### YOUR INSTRUCTIONS
Say only how many lines in the entries below contain the word "Costa".

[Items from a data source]
>>>>
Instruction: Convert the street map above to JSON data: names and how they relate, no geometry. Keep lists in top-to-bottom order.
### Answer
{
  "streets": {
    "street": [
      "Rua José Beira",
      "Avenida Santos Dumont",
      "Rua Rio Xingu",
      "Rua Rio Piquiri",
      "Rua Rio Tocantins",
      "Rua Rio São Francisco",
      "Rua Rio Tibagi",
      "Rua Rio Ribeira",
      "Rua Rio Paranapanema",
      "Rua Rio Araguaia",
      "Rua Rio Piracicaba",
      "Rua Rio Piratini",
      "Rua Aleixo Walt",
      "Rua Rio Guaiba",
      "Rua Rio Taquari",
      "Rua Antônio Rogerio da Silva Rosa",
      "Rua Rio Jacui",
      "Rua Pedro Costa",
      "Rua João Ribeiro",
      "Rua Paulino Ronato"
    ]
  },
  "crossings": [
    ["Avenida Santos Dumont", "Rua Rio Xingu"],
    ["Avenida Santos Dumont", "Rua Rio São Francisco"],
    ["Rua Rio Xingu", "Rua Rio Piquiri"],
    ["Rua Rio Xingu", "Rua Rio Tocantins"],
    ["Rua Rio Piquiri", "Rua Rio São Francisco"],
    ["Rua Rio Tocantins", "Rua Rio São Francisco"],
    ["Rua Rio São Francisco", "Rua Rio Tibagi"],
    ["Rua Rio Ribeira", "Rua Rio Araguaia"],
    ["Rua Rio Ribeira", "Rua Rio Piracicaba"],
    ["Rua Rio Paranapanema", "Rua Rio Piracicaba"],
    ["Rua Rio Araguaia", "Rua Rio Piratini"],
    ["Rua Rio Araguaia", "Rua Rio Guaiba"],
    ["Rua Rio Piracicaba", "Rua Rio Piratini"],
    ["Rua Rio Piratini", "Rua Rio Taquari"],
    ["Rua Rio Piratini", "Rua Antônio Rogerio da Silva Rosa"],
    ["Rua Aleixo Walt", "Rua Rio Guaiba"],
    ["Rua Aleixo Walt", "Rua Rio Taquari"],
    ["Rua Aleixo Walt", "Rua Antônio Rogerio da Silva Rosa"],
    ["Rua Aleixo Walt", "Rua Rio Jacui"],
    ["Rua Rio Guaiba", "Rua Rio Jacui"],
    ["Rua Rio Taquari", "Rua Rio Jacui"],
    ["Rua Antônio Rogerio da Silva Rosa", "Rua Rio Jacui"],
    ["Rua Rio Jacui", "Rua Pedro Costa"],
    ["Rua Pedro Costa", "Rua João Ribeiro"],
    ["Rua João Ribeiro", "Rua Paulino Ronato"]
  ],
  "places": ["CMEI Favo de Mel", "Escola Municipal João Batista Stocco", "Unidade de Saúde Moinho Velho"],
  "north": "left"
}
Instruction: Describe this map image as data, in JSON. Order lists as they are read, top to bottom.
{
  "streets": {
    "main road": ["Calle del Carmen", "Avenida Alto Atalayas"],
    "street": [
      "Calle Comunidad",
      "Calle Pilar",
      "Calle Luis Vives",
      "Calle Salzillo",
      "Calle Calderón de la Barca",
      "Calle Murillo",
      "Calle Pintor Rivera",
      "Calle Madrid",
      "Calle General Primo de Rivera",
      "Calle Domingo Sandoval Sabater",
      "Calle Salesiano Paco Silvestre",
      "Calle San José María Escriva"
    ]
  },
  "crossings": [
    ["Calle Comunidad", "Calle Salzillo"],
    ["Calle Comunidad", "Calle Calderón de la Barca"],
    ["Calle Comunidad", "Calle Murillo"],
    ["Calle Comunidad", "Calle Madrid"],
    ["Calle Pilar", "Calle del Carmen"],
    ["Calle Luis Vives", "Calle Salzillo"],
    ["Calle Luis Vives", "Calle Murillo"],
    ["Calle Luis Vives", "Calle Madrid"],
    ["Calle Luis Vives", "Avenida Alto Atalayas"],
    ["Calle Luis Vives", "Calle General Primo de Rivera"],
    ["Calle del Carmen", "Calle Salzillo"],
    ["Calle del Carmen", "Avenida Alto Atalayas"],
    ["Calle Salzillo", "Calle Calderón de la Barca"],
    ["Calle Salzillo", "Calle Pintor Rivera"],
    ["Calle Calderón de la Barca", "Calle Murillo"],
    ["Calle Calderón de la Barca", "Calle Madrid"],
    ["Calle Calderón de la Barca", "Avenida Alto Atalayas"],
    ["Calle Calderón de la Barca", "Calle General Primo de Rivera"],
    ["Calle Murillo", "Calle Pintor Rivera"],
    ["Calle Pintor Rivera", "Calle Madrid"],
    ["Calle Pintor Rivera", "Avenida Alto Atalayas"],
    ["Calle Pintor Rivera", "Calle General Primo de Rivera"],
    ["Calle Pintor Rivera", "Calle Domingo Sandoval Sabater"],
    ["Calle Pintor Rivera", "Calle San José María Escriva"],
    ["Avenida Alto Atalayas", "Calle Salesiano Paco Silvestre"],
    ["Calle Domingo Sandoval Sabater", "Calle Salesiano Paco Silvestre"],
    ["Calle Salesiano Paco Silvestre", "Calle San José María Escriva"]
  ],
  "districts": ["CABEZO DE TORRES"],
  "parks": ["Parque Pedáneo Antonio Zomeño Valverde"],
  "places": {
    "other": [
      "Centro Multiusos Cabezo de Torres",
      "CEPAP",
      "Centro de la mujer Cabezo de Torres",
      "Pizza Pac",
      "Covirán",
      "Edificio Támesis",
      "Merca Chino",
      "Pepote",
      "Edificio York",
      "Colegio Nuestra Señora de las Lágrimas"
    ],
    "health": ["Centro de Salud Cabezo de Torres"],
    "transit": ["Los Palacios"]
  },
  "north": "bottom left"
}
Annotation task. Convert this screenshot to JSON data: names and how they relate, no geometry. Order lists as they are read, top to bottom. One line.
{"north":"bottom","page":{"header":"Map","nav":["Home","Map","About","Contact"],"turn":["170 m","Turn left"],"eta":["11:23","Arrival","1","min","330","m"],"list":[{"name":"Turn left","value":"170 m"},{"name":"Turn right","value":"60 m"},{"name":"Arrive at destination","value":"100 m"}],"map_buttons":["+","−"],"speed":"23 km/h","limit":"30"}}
<<<<
### RESPONSE TO THIS TASK
3